ItWorks.id-ZTE Corporation, penyedia solusi teknologi informasi dan komunikasi terintegrasi, menandatangani Nota Kesepahaman (MoU) dengan PT Ekamas Mora Republik Tbk (“MoraRepublic” atau “BEI: MORA”) dalam ajang MWC Shanghai 2026 untuk menjajaki kerja sama dalam pengembangan dan perluasan layanan Fixed Wireless Access (FWA) dan Fiber-to-the-Home (FTTH) bagi pelanggan residensial dan korporasi di Indonesia.
Kolaborasi ini merupakan respons terhadap pesatnya pertumbuhan kebutuhan akan konektivitas broadband yang telah menjadi salah satu fondasi utama pendorong ekonomi digital Indonesia. Melalui kerja sama tersebut, kedua perusahaan akan mengembangkan jaringan FWA yang lebih luas dan efisien, mempercepat evolusi jaringan FTTH, serta meningkatkan kualitas layanan melalui penerapan operasional jaringan berbasis kecerdasan buatan (AI). Kolaborasi ini juga mencakup pengembangan arsitektur jaringan end-to-end berbasis AI, optimalisasi jaringan, proof-of-concept (PoC), inovasi bersama, hingga program berbagi pengetahuan teknis.
President Director ZTE Indonesia, Liu Sen, mengatakan pengalaman global ZTE dalam implementasi FWA dan FTTH di berbagai negara akan dipadukan dengan kekuatan infrastruktur dan kemampuan eksekusi lokal MoraRepublic. Sinergi tersebut diharapkan mampu memperluas akses broadband sekaligus meningkatkan kualitas layanan bagi pelanggan residensial maupun korporasi.

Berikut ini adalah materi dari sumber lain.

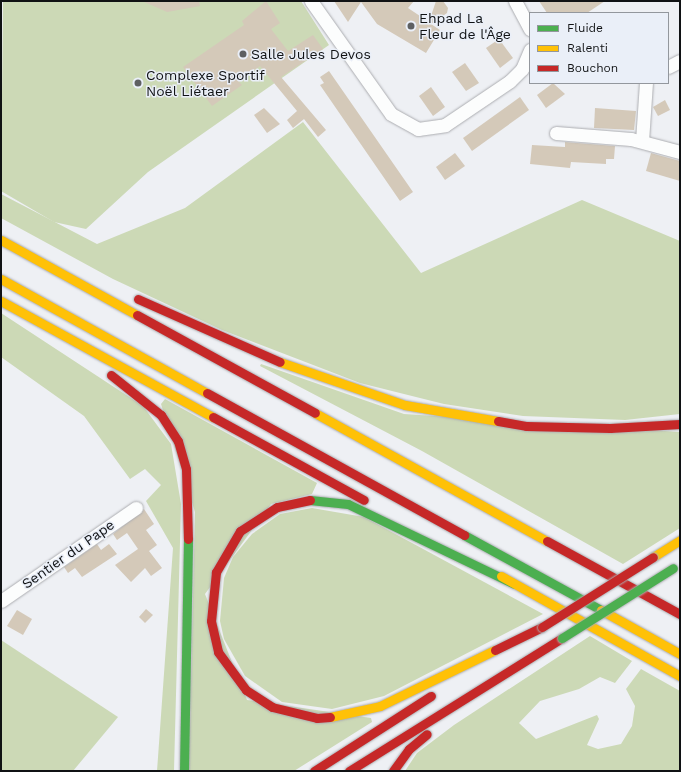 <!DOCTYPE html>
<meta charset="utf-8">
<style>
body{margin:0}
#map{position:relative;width:681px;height:772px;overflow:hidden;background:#eef0f4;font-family:"Work Sans",sans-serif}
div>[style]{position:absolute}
.green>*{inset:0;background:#ccd9b6}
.building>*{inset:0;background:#d4c9b9}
.roads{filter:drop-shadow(0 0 1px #acadb1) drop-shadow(0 0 1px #acadb1)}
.street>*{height:13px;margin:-6.5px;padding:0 6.5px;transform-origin:6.5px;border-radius:6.5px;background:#fcfdfd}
.fast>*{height:9px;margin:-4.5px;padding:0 4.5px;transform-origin:4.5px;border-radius:4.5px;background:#4caf50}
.slow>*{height:9px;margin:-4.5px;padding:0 4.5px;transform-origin:4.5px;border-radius:4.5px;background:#ffc107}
.jam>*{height:9px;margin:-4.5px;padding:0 4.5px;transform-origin:4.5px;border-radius:4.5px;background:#c62828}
.bridges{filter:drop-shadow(0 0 1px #acadb1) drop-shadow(0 0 1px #acadb1)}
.fast-bridge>*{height:9px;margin:-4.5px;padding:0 4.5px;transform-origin:4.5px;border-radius:4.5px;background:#4caf50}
.jam-bridge>*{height:9px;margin:-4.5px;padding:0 4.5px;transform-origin:4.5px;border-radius:4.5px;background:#c62828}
.dots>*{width:11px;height:11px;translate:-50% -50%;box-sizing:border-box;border:2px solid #eaeff8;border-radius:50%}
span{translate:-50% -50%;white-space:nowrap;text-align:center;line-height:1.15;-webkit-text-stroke:3px #eaeff8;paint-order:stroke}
.poi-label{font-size:14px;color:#101214}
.left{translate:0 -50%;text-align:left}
.street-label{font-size:14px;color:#101214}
.frame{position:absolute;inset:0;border:2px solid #101214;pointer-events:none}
.legend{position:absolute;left:529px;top:12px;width:140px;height:72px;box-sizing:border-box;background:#eaeff8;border:1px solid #93979d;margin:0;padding:5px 7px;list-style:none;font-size:12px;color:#101214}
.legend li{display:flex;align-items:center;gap:8px;height:20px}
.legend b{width:20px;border:1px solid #93979d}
</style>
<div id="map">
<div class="green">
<i style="clip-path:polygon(3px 1px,301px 1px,329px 45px,148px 172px,86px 229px,54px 222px,1px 191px)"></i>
<i style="clip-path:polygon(303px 122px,421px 273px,582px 200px,680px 241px,680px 414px,625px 420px,523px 416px,444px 404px,360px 383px,222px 330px,113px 279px,1px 218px,1px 194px,97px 244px,185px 208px)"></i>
<i style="clip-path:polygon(1px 313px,143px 406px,171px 444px,181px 504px,174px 771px,157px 771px,173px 548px,146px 501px,161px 485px,145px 469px,130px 479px,84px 416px,1px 357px)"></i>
<i style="clip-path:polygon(261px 364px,404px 414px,680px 432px,680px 528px,623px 564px,422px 451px,260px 366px)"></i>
<i style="clip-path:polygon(165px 399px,317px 483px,312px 494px,271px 504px,205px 594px,247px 700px,371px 718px,372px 722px,294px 771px,189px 771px,195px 512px,161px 404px)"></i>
<i style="clip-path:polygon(312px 508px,364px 517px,543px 614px,384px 696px,332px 709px,282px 702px,245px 676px,224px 639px,220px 621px,224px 578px,233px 557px,252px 534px,280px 514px)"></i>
<i style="clip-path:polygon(590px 636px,632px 661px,615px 683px,600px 677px,579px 689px,540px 701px,519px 723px,536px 739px,597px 715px,599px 719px,587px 745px,598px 749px,621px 744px,632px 726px,635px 706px,626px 689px,641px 669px,680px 691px,680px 771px,405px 771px,417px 753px,454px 725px)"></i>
<i style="clip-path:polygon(1px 640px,118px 717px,73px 771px,1px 771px)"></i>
</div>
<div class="building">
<i style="clip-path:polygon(142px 1px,199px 1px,200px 6px,167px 12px)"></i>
<i style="clip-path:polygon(266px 1px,280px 23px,271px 29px,288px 51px,313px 35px,323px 49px,281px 77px,326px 130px,318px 137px,304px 119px,293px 128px,287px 120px,297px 111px,260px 66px,239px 82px,242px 85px,212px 106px,183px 67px,244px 25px,242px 21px)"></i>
<i style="clip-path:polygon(334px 1px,414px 1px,408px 8px,429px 22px,436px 1px,443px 1px,448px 8px,447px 13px,431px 24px,440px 30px,426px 53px,377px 24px,361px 2px,348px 22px)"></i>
<i style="clip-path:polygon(539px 1px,605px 1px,587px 13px,547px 13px)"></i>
<i style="clip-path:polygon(499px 39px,513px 58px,500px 68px,486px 48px)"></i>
<i style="clip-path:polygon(465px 63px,479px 83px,466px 91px,452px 72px)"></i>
<i style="clip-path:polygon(329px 71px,413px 192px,400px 201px,320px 85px,324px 83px,320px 77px)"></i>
<i style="clip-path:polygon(553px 83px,565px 94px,546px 108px,537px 95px)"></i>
<i style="clip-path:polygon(431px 87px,445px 107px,433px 116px,419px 96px)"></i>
<i style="clip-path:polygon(520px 97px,529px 110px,472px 151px,463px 138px)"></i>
<i style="clip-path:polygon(665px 100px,670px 110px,658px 116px,653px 107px)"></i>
<i style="clip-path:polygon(264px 108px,280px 124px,267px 133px,254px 115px)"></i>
<i style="clip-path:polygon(595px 108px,636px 111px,634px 130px,594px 128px)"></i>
<i style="clip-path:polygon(565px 142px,615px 146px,614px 159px,606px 159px,606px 164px,571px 162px,570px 168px,530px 164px,532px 145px,565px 147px)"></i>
<i style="clip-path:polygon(455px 153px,465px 166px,445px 180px,436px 167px)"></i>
<i style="clip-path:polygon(651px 153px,680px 161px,680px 181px,646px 171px)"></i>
<i style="clip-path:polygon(144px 509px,154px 524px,146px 530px,157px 545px,149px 551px,162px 568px,151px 576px,145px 568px,131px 582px,115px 565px,138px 549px,127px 533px,117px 540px,113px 534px)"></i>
<i style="clip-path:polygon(97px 544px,101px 550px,109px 544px,117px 554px,82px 577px,75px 568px,68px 573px,64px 567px)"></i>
<i style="clip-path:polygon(146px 609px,153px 615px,145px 623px,139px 617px)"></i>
<i style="clip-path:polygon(17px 610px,32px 619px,23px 635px,7px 626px)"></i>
</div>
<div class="roads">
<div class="street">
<i style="left:311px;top:1px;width:138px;rotate:54.7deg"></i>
<i style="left:391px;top:114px;width:31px;rotate:29deg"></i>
<i style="left:418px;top:129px;width:27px;rotate:-8deg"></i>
<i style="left:445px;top:125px;width:78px;rotate:-34.1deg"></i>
<i style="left:510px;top:81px;width:17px;rotate:-45deg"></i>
<i style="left:522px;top:69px;width:21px;rotate:-67deg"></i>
<i style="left:515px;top:1px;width:32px;rotate:62deg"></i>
<i style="left:668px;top:67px;width:13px;rotate:-27deg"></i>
<i style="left:556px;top:133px;width:75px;rotate:4.6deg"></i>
<i style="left:631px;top:139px;width:51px;rotate:14.9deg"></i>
<i style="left:642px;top:141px;width:58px;rotate:-86.1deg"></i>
<i style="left:1px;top:601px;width:164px;rotate:-34.6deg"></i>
</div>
<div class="fast">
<i style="left:310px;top:500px;width:38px;rotate:6deg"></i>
<i style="left:348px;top:504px;width:184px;rotate:25.7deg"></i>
<i style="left:464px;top:535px;width:156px;rotate:28.7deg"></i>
<i style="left:184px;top:771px;width:232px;rotate:-89deg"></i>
</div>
<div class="slow">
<i style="left:1px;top:240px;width:155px;rotate:28.9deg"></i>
<i style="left:1px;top:279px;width:235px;rotate:29deg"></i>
<i style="left:1px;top:301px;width:242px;rotate:28.7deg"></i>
<i style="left:280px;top:362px;width:132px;rotate:19deg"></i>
<i style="left:405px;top:405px;width:94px;rotate:9.8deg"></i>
<i style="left:315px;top:413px;width:265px;rotate:28.9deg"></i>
<i style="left:653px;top:557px;width:32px;rotate:-32deg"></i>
<i style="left:501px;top:576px;width:205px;rotate:29.2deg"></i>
<i style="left:601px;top:610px;width:90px;rotate:29.1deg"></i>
<i style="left:330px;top:717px;width:51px;rotate:-12.4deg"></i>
<i style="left:380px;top:706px;width:128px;rotate:-26deg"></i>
</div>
<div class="jam">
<i style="left:138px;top:299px;width:155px;rotate:23.9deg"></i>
<i style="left:137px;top:315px;width:203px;rotate:28.8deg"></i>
<i style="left:111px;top:375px;width:64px;rotate:38.7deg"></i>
<i style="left:161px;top:415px;width:31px;rotate:57deg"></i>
<i style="left:178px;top:441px;width:29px;rotate:74deg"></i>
<i style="left:186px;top:469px;width:70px;rotate:88.4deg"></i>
<i style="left:207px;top:393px;width:294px;rotate:28.9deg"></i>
<i style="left:213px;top:417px;width:172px;rotate:28.8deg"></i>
<i style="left:498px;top:421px;width:28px;rotate:10deg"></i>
<i style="left:526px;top:426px;width:84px;rotate:1.4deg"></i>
<i style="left:610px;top:428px;width:70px;rotate:-3.3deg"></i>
<i style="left:310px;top:500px;width:34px;rotate:168deg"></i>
<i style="left:277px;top:507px;width:44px;rotate:147deg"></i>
<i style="left:240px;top:531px;width:48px;rotate:120.3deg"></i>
<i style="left:216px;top:572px;width:49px;rotate:95.8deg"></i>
<i style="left:211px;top:621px;width:32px;rotate:77deg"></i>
<i style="left:218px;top:652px;width:47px;rotate:53.6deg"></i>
<i style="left:246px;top:690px;width:31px;rotate:33deg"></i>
<i style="left:272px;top:707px;width:46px;rotate:13.7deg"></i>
<i style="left:317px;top:718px;width:13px;rotate:-4deg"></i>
<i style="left:547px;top:541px;width:152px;rotate:28.8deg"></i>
<i style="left:495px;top:650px;width:52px;rotate:-26.1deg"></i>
<i style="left:314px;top:771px;width:139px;rotate:-32.7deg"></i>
<i style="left:349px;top:771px;width:251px;rotate:-32deg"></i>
<i style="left:393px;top:771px;width:27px;rotate:-54deg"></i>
<i style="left:409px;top:749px;width:23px;rotate:-40deg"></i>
</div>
</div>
<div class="bridges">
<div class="fast-bridge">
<i style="left:562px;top:638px;width:131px;rotate:-32.2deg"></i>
</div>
<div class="jam-bridge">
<i style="left:542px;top:627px;width:131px;rotate:-32.2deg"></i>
</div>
</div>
<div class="dots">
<i style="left:411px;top:26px;background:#5e6062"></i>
<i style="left:243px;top:54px;background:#5e6062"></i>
<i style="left:138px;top:83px;background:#5e6062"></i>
</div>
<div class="poi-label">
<span class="left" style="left:419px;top:26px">Ehpad La<br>Fleur de l'Âge</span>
<span class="left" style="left:251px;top:54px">Salle Jules Devos</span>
<span class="left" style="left:146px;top:83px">Complexe Sportif<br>Noël Liétaer</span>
</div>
<div class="street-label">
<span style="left:68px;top:554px;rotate:-35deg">Sentier du Pape</span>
</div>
<div class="frame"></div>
<ul class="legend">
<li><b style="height:5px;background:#4caf50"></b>Fluide</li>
<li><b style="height:5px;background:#ffc107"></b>Ralenti</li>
<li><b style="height:5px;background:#c62828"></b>Bouchon</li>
</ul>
</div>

“Kami menyambut baik kemitraan dengan MoraRepublic dalam mendukung ekspansi broadband nasional. ZTE membawa pengalaman dari implementasi FWA dan FTTH berskala besar di berbagai pasar internasional, yang didukung oleh metodologi implementasi yang telah terbukti dan dapat disesuaikan dengan kebutuhan teknis, operasional, serta kondisi lingkungan pada setiap proyek. Dengan menggabungkan kekuatan infrastruktur dan kemampuan eksekusi lokal MoraRepublic, kami bertujuan meningkatkan akses broadband dan kualitas layanan bagi pelanggan residensial maupun korporasi, sekaligus menghadirkan pendekatan implementasi yang praktis, mudah dikembangkan sesuai kebutuhan, dan berkelanjutan dalam jangka panjang,” ujarnya dalam rilis pers (06/07/2026).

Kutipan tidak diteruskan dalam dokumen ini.